Coherent Modes of Northern Hemisphere Wind Extremes and Their Links to Global Large-Scale Drivers
Abstract. Analogously to the well-known seasonal atmospheric circulation patterns that capture coherent large-scale regions of synchronous variability (e.g. North Atlantic Oscillation) we aim in this study to identify spatially coherent modes of stormy seasons over the Northern Hemisphere land regions. Locally, stormy seasons are defined here as seasons with a high number of days having daily wind speed higher than the local climatological 95th-percentile derived from ERA5 reanalysis data. Applying a principal component analysis (PCA) to seasonal October-through-March (ONDJFM) local storm indices reveals a leading mode of hemispheric variability characterised by a meridional dipole structure.

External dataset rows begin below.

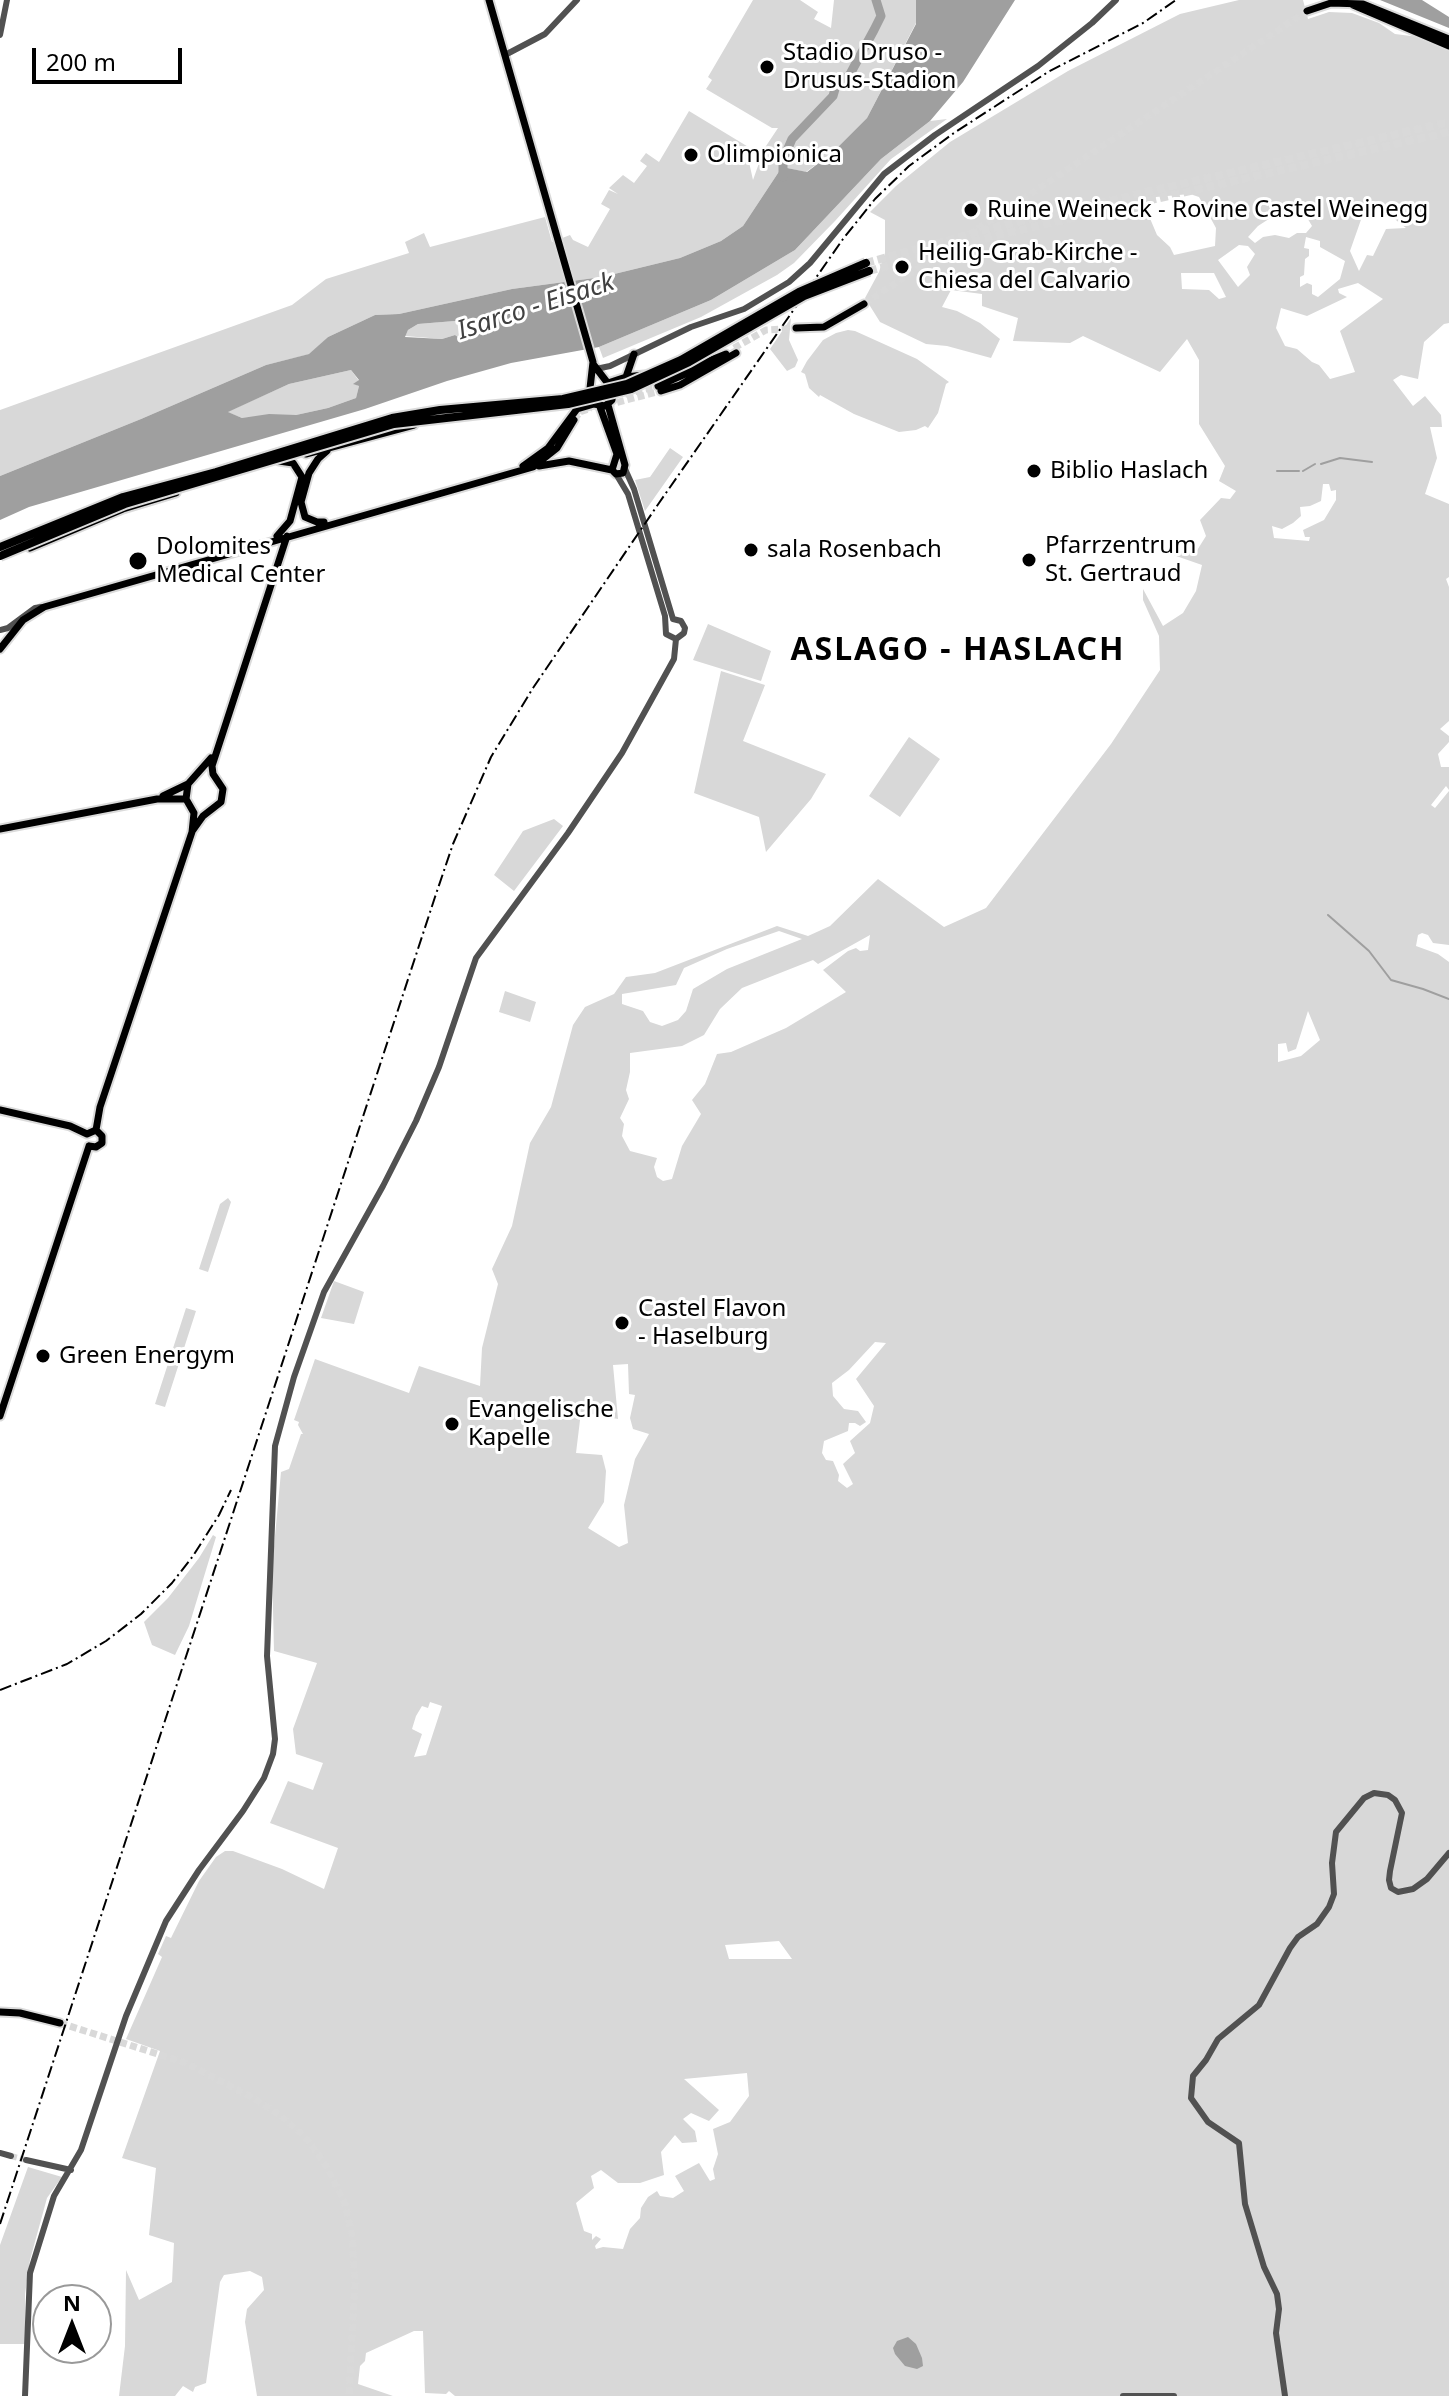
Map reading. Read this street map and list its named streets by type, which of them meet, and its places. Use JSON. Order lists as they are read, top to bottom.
{
  "districts": ["ASLAGO - HASLACH"],
  "water": ["Isarco - Eisack"],
  "places": [
    "Stadio Druso - Drusus-Stadion",
    "Olimpionica",
    "Ruine Weineck - Rovine Castel Weinegg",
    "Heilig-Grab-Kirche - Chiesa del Calvario",
    "Biblio Haslach",
    "sala Rosenbach",
    "Pfarrzentrum St. Gertraud",
    "Dolomites Medical Center",
    "Castel Flavon - Haselburg",
    "Green Energym",
    "Evangelische Kapelle"
  ],
  "scale_bar": "200 m",
  "north": "top"
}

Regions north of 50° N (Europe–Asia) fluctuate coherently, in opposite phase to those farther south. Correlation analyses between the principal component time series and global spatial fields of sea surface temperature (SST), mean sea level pressure (MSLP), and skin temperature (i.e. surface temperature at radiative equilibrium; SKT) identify teleconnections to the North Atlantic Oscillation (NAO) and Pacific SST anomalies, indicating that known climate modes modulate the large-scale spatial coherence of seasonal extreme wind frequency. These teleconnections to large-scale modes arise in the months preceding the target season ONDJFM, suggesting potential predictability at seasonal timescales.
To explore physical causality between SKT and storminess modes related to the atmospheric response to SKT-anomalies, we use the atmospheric emulator ACE2 driven at the surface by the relevant patterns of SKT identified in the SKT–storm correlation analysis. The ACE2 emulator is a recently released artificial-intelligence emulator trained with ERA5 reanalysis. The emulator experiments reproduce the observed storm variability pattern and yield a split jet-stream response with both poleward and equatorward branches. ACE2 simulations driven by the relevant patterns of SKT do tend to produce more stormy seasons in the regions identified by the mentioned PCA analysis. These results support a causal link between coherent large-scale patterns of seasonal storminess and large-scale surface temperature gradients.
Our findings bridge statistical climate variability with physical processes, offering a framework for understanding how continental storm risks respond to changes in global surface temperature. We note that this framework can also be applied to other extreme events.